The stars and the moon [SansxreaderxG!Sans one shot]

by orphan_account



Category: Undertale (Video Game)
Genre: Alternate Universe - Underswap, Alternate Universe- Echotale, Angst, F/M, First Post, Greedy af, He just doesnt get feelings, Love Triangle, Mettaton - Freeform, Mistakes Are Made, Monsters, Napstabot tries he really does, No Fluff, Papyrus - Freeform, Post-Undertale Pacifist Route, Reader Is Not Chara, Reader Is Not Frisk, Reader is a Bitch, Songfic, hinted suicide, musical theatre, pacifist, reader is female
Language: English
Status: Completed
Published: 2017-05-10
Updated: 2017-05-10
Packaged: 2018-10-30 06:55:12
Rating: General Audiences
Warnings: Creator Chose Not To Use Archive Warnings
Chapters: 1
Words: 2,060
Publisher: archiveofourown.org
Story URL: https://archiveofourown.org/works/10871433
Author URL: https://archiveofourown.org/users/orphan_account/pseuds/orphan_account
Summary: A small, first attempt at a songfic. Very pathetic attempt.Reader is convinced all she wants is a stable future and fortune. Two skeleton men and a Famous Robo DJ have her thinking twice about it. But it's too late now. She's made her choice.

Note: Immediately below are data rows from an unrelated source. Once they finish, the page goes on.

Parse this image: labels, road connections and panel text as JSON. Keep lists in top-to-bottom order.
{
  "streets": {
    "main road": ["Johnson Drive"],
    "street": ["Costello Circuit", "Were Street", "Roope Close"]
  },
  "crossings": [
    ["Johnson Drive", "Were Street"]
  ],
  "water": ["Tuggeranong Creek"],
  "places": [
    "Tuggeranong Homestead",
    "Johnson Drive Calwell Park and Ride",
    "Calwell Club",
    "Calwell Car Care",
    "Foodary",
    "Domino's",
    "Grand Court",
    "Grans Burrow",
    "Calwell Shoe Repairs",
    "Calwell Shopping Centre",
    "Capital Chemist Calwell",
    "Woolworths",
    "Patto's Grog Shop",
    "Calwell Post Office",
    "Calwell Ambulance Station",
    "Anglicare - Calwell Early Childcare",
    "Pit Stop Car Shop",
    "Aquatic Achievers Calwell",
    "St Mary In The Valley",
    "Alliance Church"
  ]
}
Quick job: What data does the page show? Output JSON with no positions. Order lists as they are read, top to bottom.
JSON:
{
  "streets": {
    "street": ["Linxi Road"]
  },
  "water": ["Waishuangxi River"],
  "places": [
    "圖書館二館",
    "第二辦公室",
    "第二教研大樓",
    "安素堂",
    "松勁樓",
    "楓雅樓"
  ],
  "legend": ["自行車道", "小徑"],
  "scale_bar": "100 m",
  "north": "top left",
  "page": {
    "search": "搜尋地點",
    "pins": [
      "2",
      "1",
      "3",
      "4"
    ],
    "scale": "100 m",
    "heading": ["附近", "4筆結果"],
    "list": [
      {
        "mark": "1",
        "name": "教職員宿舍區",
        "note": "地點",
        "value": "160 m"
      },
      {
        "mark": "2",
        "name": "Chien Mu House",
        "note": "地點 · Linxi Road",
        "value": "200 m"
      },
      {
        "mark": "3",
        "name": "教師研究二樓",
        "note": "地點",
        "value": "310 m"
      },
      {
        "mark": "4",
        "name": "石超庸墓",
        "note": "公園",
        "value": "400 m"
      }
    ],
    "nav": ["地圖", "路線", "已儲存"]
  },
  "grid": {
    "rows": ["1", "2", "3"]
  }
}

	The stars and the moon [SansxreaderxG!Sans one shot]

**Author's Note:**

> This is my first upload! YAY! If you're interested in my undertale stuff hit me up ato @potato-does-things on tumblr.
> 
> I tried people I really did. My love for musical theatre is infinite.

I always wanted more and more for my life. Idolizing movie stars, celebrities, and the rich for their fortune and adventures. I was naive and foolish. Not realizing that there's so much more to this life than parties and wealth. Now, it's to late and I've lost what could have been the greatest feat. of my life. Giving him... both of them up for mere material things.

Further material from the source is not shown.